Saved data entries:
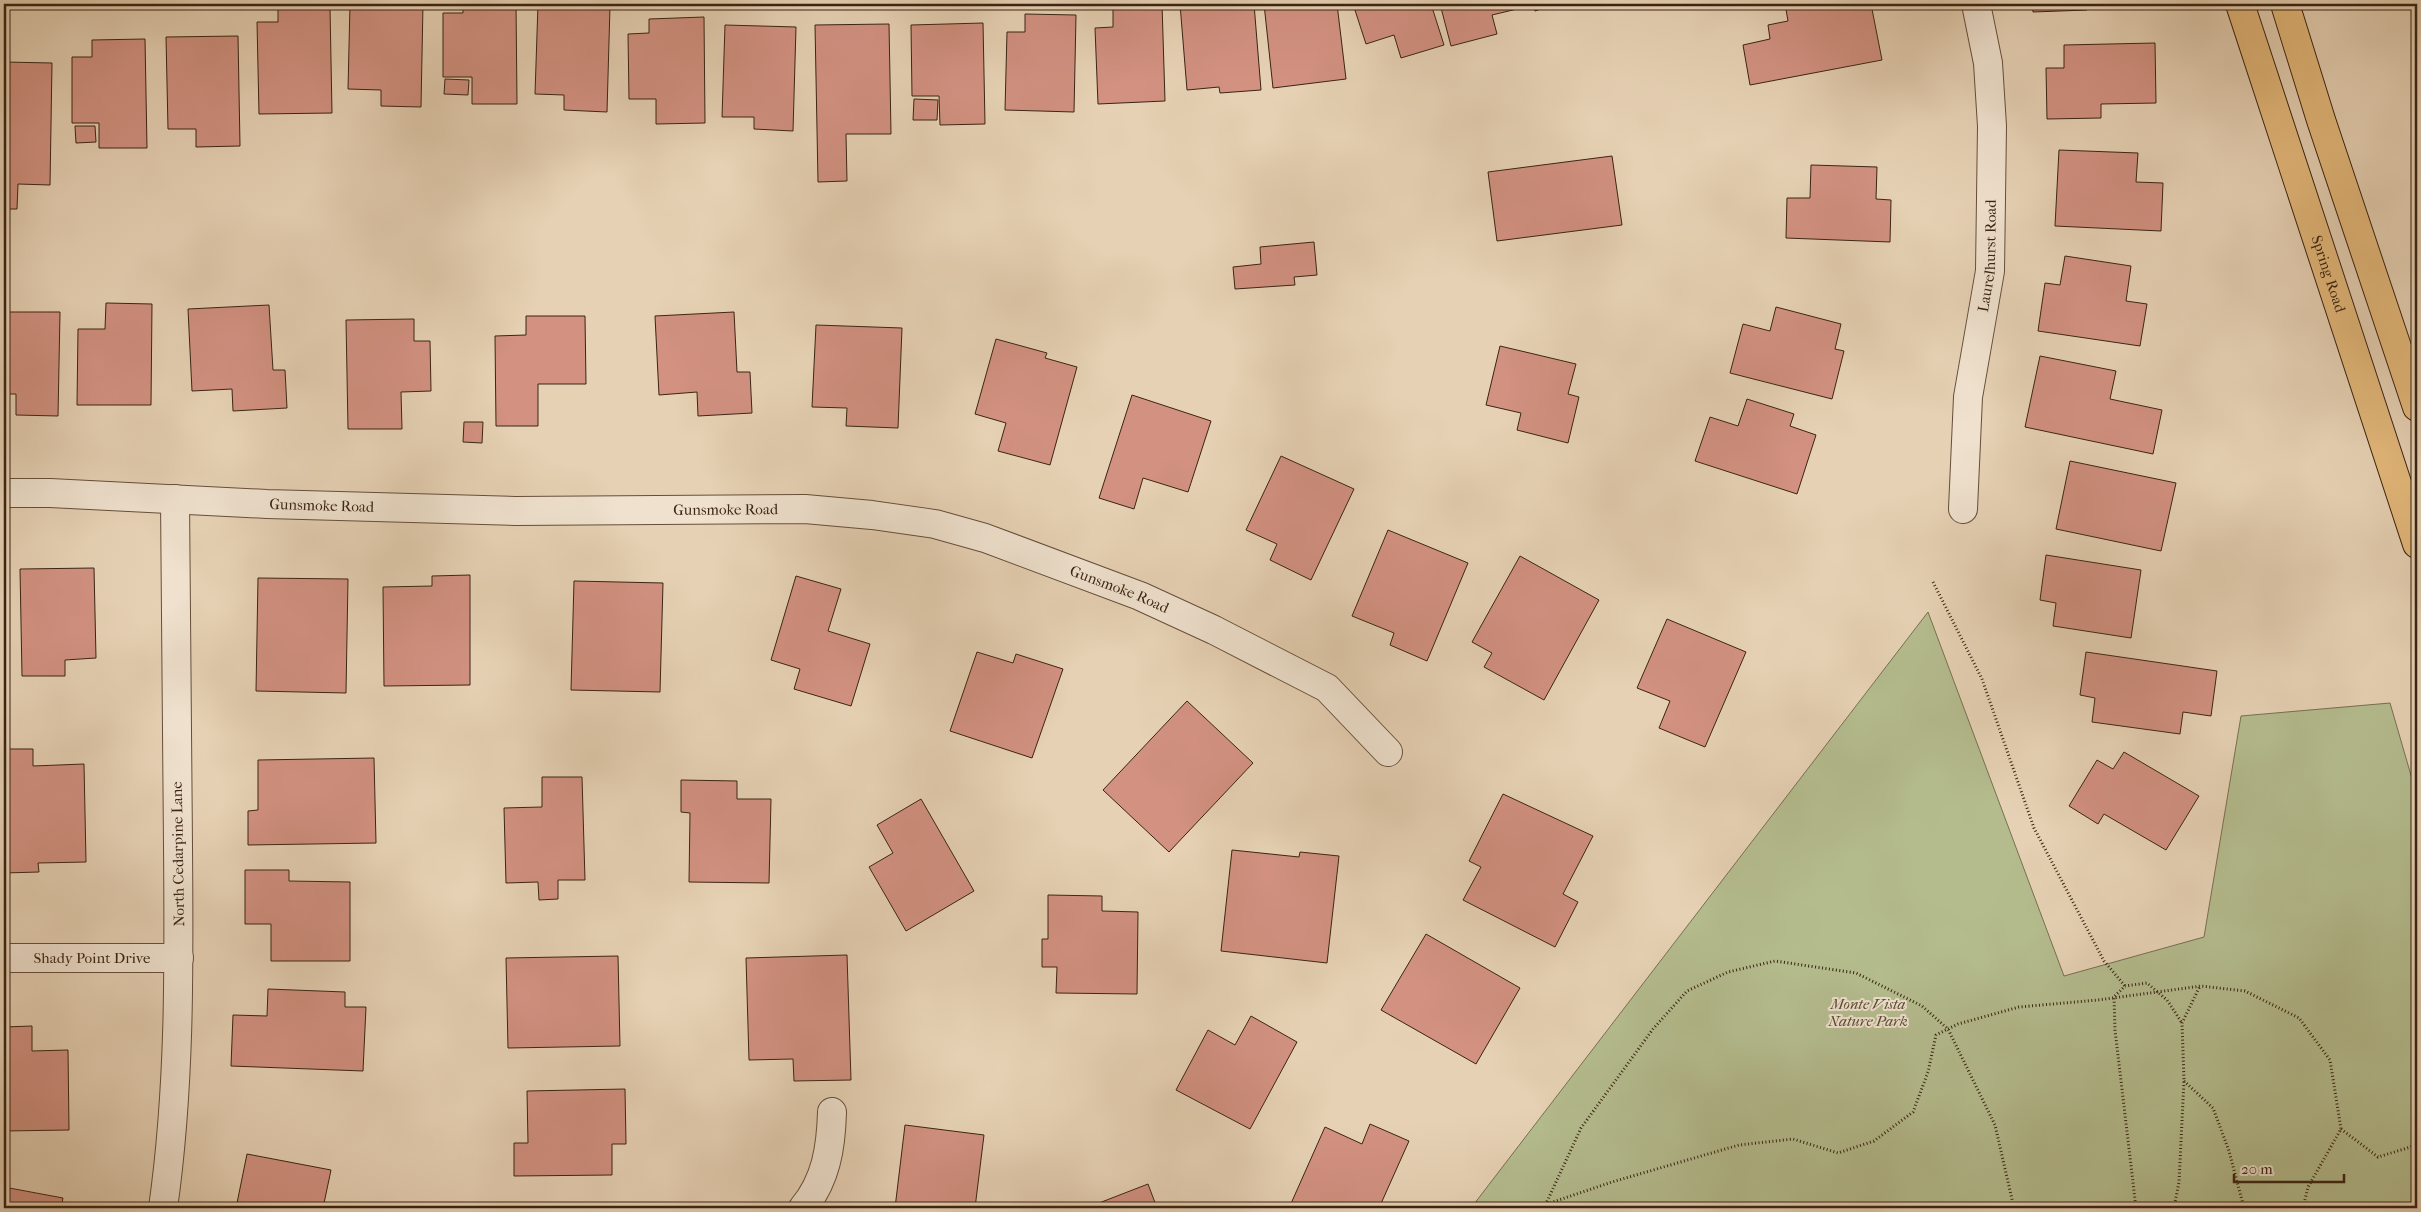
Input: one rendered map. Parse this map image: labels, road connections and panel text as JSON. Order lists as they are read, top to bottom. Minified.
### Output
{"streets":{"main road":["Spring Road"],"street":["Laurelhurst Road","Gunsmoke Road","North Cedarpine Lane","Shady Point Drive"]},"crossings":[["Gunsmoke Road","North Cedarpine Lane"],["North Cedarpine Lane","Shady Point Drive"]],"parks":["Monte Vista Nature Park"],"scale_bar":"20 m"}
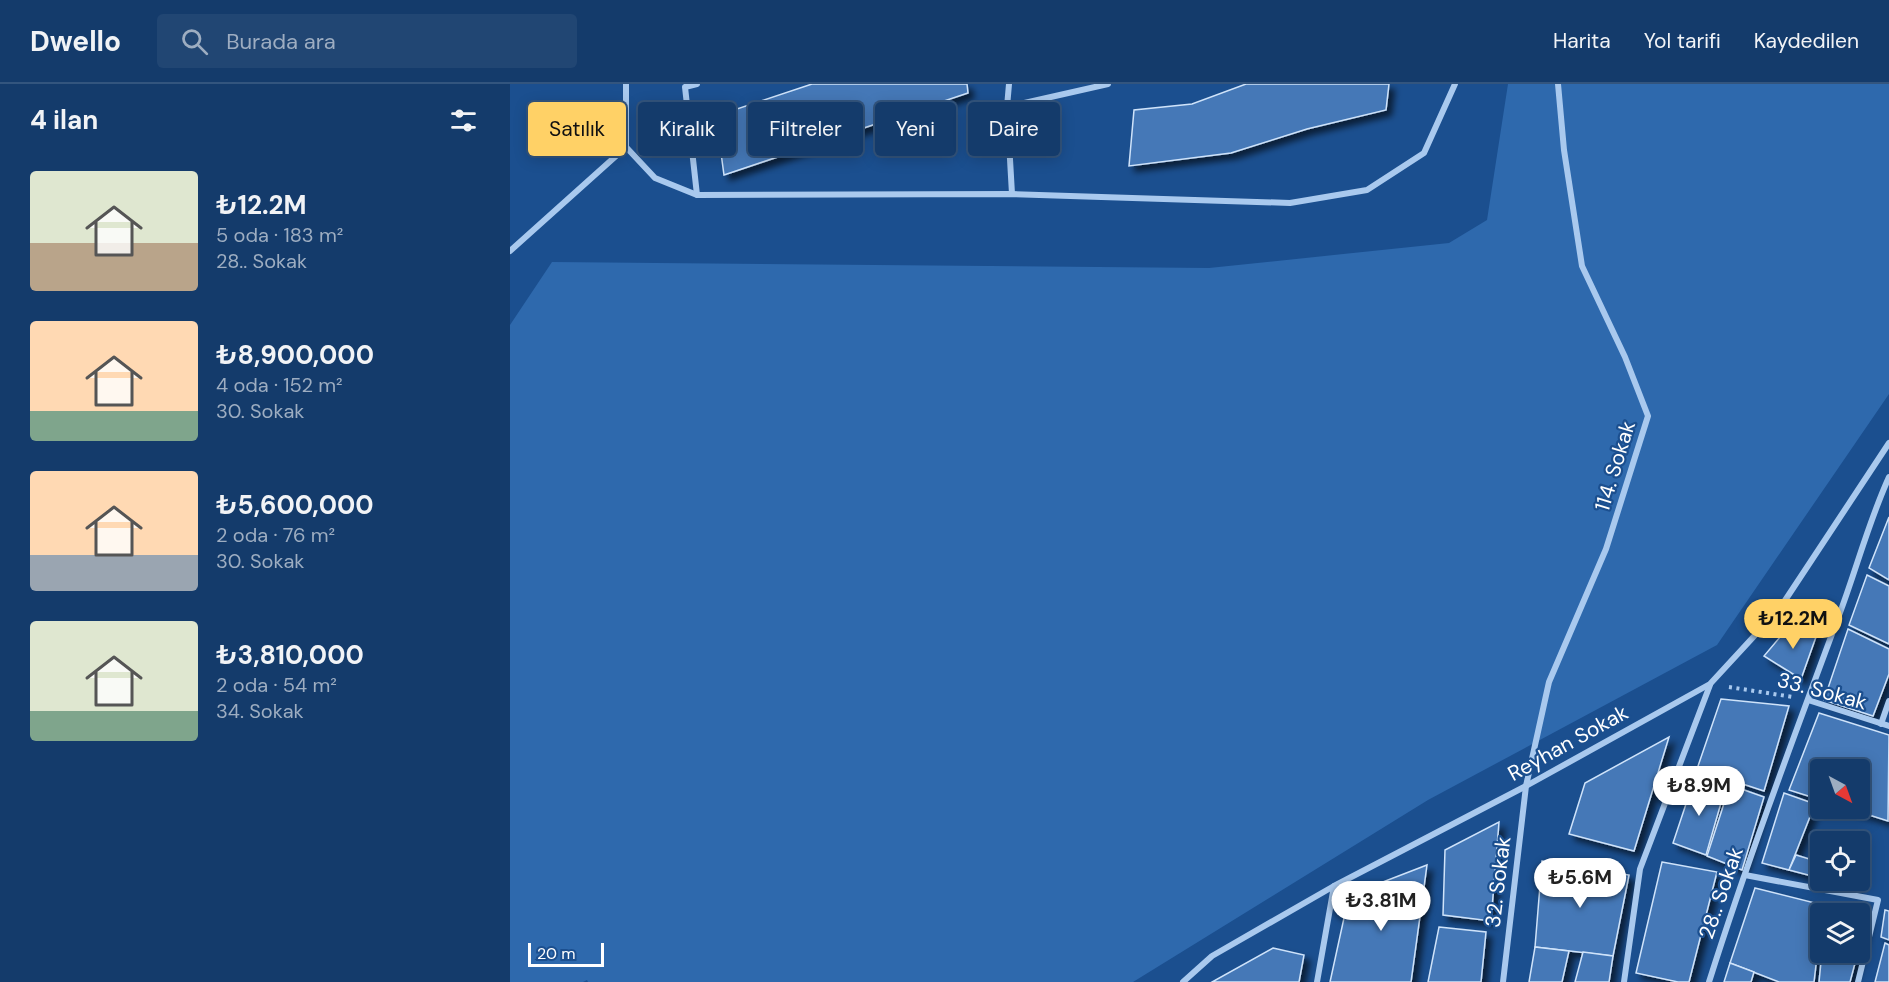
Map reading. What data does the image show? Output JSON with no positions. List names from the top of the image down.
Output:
{
  "streets": {
    "street": [
      "114. Sokak",
      "33. Sokak",
      "Reyhan Sokak",
      "32. Sokak",
      "28.. Sokak"
    ]
  },
  "crossings": [
    ["114. Sokak", "Reyhan Sokak"],
    ["114. Sokak", "32. Sokak"],
    ["33. Sokak", "Reyhan Sokak"],
    ["33. Sokak", "28.. Sokak"],
    ["Reyhan Sokak", "32. Sokak"]
  ],
  "scale_bar": "20 m",
  "north": "bottom right",
  "page": {
    "header": "Dwello",
    "search": "Burada ara",
    "nav": ["Harita", "Yol tarifi", "Kaydedilen"],
    "heading": "4 ilan",
    "chip": [
      "Satılık",
      "Kiralık",
      "Filtreler",
      "Yeni",
      "Daire"
    ],
    "list": [
      {
        "name": "₺12.2M",
        "note": "5 oda · 183 m² · 28.. Sokak"
      },
      {
        "name": "₺8,900,000",
        "note": "4 oda · 152 m² · 30. Sokak"
      },
      {
        "name": "₺5,600,000",
        "note": "2 oda · 76 m² · 30. Sokak"
      },
      {
        "name": "₺3,810,000",
        "note": "2 oda · 54 m² · 34. Sokak"
      }
    ],
    "price": [
      "₺12.2M",
      "₺8.9M",
      "₺5.6M",
      "₺3.81M"
    ],
    "scale": "20 m"
  }
}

WHAT NEEDS TO BE DONE: Return each line of the data, keeping its wording exact and omitting pictures.

REPLY:
Input: one rendered map. Parse this map image: labels, road connections and panel text as JSON. Order lists as they are read, top to bottom. Minified.
### Output
{"streets":{"main road":["Spring Road"],"street":["Laurelhurst Road","Gunsmoke Road","North Cedarpine Lane","Shady Point Drive"]},"crossings":[["Gunsmoke Road","North Cedarpine Lane"],["North Cedarpine Lane","Shady Point Drive"]],"parks":["Monte Vista Nature Park"],"scale_bar":"20 m"}
Map reading. What data does the image show? Output JSON with no positions. List names from the top of the image down.
Output:
{
  "streets": {
    "street": [
      "114. Sokak",
      "33. Sokak",
      "Reyhan Sokak",
      "32. Sokak",
      "28.. Sokak"
    ]
  },
  "crossings": [
    ["114. Sokak", "Reyhan Sokak"],
    ["114. Sokak", "32. Sokak"],
    ["33. Sokak", "Reyhan Sokak"],
    ["33. Sokak", "28.. Sokak"],
    ["Reyhan Sokak", "32. Sokak"]
  ],
  "scale_bar": "20 m",
  "north": "bottom right",
  "page": {
    "header": "Dwello",
    "search": "Burada ara",
    "nav": ["Harita", "Yol tarifi", "Kaydedilen"],
    "heading": "4 ilan",
    "chip": [
      "Satılık",
      "Kiralık",
      "Filtreler",
      "Yeni",
      "Daire"
    ],
    "list": [
      {
        "name": "₺12.2M",
        "note": "5 oda · 183 m² · 28.. Sokak"
      },
      {
        "name": "₺8,900,000",
        "note": "4 oda · 152 m² · 30. Sokak"
      },
      {
        "name": "₺5,600,000",
        "note": "2 oda · 76 m² · 30. Sokak"
      },
      {
        "name": "₺3,810,000",
        "note": "2 oda · 54 m² · 34. Sokak"
      }
    ],
    "price": [
      "₺12.2M",
      "₺8.9M",
      "₺5.6M",
      "₺3.81M"
    ],
    "scale": "20 m"
  }
}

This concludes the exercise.